[Opening Material for this exercise section]

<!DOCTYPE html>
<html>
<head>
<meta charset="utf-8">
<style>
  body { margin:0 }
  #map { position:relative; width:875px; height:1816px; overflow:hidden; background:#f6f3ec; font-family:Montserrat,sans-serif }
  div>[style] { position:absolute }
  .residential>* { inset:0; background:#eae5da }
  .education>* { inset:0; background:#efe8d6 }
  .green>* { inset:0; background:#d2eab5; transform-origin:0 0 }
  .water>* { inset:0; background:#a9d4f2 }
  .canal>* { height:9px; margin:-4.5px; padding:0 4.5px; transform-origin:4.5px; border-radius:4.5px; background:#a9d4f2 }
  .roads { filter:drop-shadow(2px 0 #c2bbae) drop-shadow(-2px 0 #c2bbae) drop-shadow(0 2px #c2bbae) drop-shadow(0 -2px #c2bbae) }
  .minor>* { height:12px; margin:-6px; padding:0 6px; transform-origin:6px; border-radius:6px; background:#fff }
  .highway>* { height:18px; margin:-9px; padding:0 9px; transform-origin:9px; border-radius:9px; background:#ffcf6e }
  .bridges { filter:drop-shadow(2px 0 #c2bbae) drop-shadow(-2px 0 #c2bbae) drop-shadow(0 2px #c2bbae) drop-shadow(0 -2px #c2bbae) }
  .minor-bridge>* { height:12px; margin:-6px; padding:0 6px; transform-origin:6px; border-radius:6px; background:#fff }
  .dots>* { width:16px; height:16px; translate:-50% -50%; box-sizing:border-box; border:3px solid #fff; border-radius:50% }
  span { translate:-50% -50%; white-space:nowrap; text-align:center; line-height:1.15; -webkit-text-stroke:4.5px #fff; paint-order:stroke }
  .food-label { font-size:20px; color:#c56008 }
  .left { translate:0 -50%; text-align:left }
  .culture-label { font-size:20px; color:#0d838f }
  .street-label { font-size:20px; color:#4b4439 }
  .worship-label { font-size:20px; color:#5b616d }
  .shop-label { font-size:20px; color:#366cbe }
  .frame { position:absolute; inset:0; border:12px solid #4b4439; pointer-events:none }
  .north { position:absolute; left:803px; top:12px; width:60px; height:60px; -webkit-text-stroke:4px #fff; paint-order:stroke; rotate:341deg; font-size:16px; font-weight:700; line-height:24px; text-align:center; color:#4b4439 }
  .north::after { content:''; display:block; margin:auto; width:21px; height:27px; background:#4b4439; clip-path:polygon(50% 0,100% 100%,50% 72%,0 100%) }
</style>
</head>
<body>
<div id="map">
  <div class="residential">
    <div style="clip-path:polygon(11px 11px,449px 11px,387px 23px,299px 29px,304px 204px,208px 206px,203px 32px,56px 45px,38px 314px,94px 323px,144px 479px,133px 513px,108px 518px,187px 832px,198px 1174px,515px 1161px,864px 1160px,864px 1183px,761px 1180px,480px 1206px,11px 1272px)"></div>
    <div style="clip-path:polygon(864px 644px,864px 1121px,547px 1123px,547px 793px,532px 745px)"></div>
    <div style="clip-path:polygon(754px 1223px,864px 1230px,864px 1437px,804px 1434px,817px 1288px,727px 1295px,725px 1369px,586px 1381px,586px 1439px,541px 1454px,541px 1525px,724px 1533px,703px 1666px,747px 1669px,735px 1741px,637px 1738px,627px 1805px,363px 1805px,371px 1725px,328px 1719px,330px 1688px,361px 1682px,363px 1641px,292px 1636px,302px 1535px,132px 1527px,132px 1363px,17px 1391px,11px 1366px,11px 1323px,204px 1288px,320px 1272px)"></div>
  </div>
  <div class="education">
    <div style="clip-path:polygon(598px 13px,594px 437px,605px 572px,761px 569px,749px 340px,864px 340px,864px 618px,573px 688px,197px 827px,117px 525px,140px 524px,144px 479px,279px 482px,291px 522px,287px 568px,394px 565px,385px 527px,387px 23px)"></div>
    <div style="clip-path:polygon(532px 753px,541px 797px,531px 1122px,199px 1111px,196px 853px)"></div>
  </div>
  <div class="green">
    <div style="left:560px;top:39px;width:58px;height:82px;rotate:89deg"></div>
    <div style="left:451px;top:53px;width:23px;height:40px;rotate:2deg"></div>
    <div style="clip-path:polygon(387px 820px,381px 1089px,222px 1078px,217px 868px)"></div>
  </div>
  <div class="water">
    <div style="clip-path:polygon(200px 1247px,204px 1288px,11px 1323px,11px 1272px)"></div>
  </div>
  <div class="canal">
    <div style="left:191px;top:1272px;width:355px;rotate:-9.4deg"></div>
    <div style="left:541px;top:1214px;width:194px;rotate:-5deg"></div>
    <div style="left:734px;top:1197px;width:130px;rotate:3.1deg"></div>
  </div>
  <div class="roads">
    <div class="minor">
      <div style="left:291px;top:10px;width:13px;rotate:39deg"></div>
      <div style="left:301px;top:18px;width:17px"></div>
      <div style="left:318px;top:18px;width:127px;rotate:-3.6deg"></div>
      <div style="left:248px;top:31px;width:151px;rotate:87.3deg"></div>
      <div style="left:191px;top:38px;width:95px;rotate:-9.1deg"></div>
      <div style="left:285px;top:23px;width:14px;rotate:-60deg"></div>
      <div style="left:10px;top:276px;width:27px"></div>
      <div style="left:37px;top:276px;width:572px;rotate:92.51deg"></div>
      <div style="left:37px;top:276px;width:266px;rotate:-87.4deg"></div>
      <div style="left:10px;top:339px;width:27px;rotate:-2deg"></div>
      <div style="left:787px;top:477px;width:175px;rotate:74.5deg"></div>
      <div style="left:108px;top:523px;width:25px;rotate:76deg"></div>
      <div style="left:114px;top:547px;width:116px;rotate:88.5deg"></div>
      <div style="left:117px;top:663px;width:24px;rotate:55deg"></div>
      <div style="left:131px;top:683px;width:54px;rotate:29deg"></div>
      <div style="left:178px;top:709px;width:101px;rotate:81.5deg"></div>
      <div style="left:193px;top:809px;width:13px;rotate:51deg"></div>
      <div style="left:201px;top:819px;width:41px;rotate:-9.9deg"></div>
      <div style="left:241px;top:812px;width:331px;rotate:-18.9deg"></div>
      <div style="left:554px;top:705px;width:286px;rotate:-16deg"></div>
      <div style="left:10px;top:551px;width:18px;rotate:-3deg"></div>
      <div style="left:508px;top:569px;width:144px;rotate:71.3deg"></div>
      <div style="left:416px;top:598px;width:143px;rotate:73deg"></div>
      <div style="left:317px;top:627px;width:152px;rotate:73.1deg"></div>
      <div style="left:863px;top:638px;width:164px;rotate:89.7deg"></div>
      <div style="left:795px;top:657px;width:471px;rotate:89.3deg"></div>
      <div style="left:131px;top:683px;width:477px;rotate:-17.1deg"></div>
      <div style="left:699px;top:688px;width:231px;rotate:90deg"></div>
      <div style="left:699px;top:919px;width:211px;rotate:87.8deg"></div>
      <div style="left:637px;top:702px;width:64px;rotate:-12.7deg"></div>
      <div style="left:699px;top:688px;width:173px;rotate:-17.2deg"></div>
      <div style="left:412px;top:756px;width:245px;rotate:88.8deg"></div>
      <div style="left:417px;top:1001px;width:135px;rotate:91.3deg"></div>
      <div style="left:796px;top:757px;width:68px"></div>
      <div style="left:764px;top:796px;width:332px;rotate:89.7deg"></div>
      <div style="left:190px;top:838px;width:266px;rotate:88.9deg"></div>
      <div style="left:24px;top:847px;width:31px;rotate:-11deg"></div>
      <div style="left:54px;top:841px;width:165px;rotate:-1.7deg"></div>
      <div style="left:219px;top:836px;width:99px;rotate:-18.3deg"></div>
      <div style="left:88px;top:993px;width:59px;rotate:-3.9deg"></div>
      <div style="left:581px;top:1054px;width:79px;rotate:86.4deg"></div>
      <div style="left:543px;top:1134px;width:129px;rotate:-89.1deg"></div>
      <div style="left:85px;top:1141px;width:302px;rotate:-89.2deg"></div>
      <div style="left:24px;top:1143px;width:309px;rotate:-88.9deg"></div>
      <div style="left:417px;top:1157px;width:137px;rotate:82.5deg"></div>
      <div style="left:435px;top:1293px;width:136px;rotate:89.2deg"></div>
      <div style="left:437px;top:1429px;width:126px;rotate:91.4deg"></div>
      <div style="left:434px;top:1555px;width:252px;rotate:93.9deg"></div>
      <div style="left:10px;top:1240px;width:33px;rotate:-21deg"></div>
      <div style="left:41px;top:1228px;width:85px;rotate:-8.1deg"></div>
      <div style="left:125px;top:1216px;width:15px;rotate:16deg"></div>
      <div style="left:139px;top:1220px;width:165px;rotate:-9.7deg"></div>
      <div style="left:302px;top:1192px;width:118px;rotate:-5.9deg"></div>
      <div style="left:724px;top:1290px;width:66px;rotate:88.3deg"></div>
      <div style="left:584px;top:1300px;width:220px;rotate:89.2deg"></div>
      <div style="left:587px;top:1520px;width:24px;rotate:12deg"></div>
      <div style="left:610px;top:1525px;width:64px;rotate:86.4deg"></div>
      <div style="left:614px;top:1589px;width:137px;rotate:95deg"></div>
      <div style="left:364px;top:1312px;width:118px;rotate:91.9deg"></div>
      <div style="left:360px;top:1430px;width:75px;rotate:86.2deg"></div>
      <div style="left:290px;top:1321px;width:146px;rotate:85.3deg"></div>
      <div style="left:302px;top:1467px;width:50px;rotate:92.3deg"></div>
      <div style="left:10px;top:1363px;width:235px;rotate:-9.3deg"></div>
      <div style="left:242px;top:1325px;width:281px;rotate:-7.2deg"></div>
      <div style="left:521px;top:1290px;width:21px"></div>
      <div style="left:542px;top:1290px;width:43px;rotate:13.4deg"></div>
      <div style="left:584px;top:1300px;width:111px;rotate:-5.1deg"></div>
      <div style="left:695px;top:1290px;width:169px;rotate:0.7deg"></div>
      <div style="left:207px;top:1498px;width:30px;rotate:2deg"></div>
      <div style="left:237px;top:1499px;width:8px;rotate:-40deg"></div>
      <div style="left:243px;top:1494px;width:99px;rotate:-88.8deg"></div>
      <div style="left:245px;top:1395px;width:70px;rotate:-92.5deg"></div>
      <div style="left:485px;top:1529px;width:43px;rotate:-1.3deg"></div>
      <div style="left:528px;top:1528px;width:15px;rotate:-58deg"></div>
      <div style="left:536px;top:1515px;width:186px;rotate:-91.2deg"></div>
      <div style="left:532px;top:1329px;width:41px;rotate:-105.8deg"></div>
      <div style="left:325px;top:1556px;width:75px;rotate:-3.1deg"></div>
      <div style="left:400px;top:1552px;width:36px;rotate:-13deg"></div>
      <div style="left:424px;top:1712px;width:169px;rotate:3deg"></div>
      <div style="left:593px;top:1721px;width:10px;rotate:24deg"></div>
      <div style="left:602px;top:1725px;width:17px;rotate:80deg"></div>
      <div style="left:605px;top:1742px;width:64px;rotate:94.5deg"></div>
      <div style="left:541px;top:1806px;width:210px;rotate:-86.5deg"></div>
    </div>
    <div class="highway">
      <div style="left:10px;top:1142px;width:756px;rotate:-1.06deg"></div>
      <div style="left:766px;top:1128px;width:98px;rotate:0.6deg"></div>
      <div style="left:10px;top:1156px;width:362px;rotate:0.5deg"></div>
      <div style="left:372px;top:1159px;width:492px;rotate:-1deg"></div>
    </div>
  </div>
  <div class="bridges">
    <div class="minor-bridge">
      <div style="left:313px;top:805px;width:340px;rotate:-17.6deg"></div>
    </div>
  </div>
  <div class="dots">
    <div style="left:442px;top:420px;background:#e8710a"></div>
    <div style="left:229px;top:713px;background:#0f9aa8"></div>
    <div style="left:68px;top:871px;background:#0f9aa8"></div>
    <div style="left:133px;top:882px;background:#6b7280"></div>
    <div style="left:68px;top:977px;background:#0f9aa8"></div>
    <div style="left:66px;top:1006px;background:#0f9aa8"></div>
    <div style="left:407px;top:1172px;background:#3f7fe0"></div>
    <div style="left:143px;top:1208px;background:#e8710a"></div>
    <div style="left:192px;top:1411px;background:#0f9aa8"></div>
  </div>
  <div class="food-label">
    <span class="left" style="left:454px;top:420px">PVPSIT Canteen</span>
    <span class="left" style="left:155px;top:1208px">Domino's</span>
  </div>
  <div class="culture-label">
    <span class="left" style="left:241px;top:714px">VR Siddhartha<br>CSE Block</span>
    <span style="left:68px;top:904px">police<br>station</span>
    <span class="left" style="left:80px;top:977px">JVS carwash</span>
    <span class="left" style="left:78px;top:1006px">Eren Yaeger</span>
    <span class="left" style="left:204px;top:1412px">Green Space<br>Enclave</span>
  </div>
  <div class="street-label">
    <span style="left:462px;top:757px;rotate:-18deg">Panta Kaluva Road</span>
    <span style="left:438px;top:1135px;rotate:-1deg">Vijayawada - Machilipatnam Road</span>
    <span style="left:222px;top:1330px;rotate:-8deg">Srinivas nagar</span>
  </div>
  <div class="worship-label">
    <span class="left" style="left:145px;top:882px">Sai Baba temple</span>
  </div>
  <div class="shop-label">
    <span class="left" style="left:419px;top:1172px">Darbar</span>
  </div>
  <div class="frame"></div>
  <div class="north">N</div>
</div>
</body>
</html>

[Closing Material for this exercise section]

**Directions for this task**.
Transcribe only the lines from the beginning of the entries to the line with "position:absolute; left:803px; top:12px;", inclusive, exactly as written.

**Response box**.
<!DOCTYPE html>
<html>
<head>
<meta charset="utf-8">
<style>
  body { margin:0 }
  #map { position:relative; width:875px; height:1816px; overflow:hidden; background:#f6f3ec; font-family:Montserrat,sans-serif }
  div>[style] { position:absolute }
  .residential>* { inset:0; background:#eae5da }
  .education>* { inset:0; background:#efe8d6 }
  .green>* { inset:0; background:#d2eab5; transform-origin:0 0 }
  .water>* { inset:0; background:#a9d4f2 }
  .canal>* { height:9px; margin:-4.5px; padding:0 4.5px; transform-origin:4.5px; border-radius:4.5px; background:#a9d4f2 }
  .roads { filter:drop-shadow(2px 0 #c2bbae) drop-shadow(-2px 0 #c2bbae) drop-shadow(0 2px #c2bbae) drop-shadow(0 -2px #c2bbae) }
  .minor>* { height:12px; margin:-6px; padding:0 6px; transform-origin:6px; border-radius:6px; background:#fff }
  .highway>* { height:18px; margin:-9px; padding:0 9px; transform-origin:9px; border-radius:9px; background:#ffcf6e }
  .bridges { filter:drop-shadow(2px 0 #c2bbae) drop-shadow(-2px 0 #c2bbae) drop-shadow(0 2px #c2bbae) drop-shadow(0 -2px #c2bbae) }
  .minor-bridge>* { height:12px; margin:-6px; padding:0 6px; transform-origin:6px; border-radius:6px; background:#fff }
  .dots>* { width:16px; height:16px; translate:-50% -50%; box-sizing:border-box; border:3px solid #fff; border-radius:50% }
  span { translate:-50% -50%; white-space:nowrap; text-align:center; line-height:1.15; -webkit-text-stroke:4.5px #fff; paint-order:stroke }
  .food-label { font-size:20px; color:#c56008 }
  .left { translate:0 -50%; text-align:left }
  .culture-label { font-size:20px; color:#0d838f }
  .street-label { font-size:20px; color:#4b4439 }
  .worship-label { font-size:20px; color:#5b616d }
  .shop-label { font-size:20px; color:#366cbe }
  .frame { position:absolute; inset:0; border:12px solid #4b4439; pointer-events:none }
  .north { position:absolute; left:803px; top:12px; width:60px; height:60px; -webkit-text-stroke:4px #fff; paint-order:stroke; rotate:341deg; font-size:16px; font-weight:700; line-height:24px; text-align:center; color:#4b4439 }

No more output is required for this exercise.